TASK GOAL –
Check the entries below and say how many lines include the word "Средняя". No other text is wanted.

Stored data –

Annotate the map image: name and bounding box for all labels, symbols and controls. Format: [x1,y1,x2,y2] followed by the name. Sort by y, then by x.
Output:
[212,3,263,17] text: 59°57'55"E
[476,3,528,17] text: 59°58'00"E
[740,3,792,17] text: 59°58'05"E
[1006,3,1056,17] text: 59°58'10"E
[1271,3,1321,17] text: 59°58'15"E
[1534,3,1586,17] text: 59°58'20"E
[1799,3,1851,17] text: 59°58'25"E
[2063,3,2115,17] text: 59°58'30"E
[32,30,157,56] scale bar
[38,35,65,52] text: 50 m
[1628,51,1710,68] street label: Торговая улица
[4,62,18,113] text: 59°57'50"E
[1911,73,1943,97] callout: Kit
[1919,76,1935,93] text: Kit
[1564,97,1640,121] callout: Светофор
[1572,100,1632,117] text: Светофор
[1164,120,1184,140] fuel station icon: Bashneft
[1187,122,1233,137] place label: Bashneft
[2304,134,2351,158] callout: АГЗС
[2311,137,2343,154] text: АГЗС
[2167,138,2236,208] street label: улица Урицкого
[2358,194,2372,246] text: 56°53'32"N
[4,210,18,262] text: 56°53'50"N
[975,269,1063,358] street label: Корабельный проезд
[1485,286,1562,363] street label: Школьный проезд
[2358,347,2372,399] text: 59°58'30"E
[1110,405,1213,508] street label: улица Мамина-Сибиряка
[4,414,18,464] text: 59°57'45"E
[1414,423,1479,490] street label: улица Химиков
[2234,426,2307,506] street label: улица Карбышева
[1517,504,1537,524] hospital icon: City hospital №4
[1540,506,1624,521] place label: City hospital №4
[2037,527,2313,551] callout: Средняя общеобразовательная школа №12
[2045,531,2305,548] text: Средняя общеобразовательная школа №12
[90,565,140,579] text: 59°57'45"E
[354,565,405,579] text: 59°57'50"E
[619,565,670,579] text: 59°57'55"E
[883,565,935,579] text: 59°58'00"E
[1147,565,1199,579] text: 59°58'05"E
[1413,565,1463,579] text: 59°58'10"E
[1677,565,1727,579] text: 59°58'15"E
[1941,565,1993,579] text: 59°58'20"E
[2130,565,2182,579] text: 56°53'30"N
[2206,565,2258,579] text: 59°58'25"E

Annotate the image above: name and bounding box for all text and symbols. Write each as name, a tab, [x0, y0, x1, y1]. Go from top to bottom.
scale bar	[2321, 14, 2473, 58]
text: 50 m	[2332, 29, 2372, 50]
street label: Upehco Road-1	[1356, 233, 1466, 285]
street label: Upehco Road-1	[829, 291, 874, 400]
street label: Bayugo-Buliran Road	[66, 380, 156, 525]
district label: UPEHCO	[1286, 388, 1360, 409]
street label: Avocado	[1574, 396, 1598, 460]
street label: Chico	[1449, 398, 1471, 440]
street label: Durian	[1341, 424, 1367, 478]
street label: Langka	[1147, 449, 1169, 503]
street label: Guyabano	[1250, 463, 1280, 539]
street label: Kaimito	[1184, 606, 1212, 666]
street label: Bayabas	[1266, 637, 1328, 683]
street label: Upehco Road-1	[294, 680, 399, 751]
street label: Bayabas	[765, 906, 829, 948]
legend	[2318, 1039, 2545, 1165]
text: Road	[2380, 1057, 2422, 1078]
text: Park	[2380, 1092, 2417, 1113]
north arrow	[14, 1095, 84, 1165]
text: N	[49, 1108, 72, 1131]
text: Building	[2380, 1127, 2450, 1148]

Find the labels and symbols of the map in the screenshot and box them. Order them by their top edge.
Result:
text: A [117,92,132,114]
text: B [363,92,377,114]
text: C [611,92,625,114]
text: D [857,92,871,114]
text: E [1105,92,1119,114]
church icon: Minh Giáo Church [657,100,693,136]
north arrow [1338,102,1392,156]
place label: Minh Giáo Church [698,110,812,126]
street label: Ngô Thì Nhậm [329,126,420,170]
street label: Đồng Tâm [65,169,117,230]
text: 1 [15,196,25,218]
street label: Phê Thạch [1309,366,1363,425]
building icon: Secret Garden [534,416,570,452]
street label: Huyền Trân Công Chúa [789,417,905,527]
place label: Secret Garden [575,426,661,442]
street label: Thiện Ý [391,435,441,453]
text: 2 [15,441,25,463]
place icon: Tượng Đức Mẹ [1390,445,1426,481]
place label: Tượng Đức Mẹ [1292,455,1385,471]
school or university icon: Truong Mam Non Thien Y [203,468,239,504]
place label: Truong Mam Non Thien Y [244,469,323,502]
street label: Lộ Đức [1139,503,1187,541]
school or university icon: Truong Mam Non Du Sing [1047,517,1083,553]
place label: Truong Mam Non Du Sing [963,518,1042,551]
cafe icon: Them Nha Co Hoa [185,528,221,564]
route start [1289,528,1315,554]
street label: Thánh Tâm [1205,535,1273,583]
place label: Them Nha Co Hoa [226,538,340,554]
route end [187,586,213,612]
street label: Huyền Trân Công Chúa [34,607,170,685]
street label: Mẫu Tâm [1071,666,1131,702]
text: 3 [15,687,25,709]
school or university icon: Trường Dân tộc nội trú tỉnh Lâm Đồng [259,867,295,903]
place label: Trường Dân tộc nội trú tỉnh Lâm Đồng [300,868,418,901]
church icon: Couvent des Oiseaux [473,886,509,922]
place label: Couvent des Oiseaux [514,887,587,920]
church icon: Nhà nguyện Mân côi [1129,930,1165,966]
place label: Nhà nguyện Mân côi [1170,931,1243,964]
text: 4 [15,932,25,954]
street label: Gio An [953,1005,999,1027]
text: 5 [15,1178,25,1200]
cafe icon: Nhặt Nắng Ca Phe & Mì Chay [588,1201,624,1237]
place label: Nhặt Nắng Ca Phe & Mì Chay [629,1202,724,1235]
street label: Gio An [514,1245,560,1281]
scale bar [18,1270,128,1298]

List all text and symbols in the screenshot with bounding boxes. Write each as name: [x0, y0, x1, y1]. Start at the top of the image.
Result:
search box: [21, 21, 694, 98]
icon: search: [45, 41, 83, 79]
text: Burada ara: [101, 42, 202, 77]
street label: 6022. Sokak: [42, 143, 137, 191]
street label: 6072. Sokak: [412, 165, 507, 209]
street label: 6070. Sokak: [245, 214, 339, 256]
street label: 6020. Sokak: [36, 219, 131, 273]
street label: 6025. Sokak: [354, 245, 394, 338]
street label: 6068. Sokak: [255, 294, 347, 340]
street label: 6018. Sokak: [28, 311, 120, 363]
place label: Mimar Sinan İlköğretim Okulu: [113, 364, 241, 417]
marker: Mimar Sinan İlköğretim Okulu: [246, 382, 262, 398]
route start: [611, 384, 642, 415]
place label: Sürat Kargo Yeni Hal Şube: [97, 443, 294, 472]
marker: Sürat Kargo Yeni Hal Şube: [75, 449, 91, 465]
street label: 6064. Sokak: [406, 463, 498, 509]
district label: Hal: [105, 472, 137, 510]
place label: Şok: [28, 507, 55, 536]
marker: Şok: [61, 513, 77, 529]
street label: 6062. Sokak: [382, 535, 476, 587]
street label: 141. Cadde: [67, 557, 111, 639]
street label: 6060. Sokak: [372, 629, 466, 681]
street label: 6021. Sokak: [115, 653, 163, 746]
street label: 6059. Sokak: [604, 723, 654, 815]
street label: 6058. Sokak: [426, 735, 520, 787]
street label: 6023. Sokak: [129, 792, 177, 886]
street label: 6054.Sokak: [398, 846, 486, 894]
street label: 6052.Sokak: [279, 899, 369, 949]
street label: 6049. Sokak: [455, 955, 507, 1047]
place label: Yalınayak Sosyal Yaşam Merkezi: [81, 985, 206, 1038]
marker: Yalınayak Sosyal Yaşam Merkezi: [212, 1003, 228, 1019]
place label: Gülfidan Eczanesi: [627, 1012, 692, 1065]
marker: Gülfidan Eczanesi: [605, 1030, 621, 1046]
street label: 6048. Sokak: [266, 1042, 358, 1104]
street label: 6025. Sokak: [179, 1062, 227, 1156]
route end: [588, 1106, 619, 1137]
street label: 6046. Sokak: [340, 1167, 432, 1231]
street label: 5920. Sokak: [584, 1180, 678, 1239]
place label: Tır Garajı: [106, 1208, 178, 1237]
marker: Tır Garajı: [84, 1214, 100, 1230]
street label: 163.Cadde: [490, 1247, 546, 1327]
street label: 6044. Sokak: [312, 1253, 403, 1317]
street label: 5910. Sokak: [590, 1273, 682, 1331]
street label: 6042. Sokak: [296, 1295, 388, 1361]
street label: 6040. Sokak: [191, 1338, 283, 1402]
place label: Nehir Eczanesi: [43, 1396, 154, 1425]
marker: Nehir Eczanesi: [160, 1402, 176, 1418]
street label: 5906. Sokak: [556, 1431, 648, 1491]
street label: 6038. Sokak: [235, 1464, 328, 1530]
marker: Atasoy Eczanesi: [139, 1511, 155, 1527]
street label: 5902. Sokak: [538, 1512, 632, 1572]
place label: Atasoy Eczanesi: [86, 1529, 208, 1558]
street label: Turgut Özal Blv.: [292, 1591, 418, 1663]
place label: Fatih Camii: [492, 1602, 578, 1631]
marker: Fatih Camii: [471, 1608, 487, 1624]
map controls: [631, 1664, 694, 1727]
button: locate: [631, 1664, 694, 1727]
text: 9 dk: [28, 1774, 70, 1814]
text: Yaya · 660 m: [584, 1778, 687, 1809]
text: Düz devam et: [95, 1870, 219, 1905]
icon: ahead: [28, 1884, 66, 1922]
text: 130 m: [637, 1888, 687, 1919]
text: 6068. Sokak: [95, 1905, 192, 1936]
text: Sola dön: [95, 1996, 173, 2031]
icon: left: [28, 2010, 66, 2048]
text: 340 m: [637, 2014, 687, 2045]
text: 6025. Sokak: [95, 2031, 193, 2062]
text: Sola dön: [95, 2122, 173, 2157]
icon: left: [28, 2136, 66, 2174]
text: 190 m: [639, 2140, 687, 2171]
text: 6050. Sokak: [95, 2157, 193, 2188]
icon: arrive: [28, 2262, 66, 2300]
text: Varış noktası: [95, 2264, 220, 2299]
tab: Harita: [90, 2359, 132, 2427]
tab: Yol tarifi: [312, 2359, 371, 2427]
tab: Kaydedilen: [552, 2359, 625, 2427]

REPLY –
2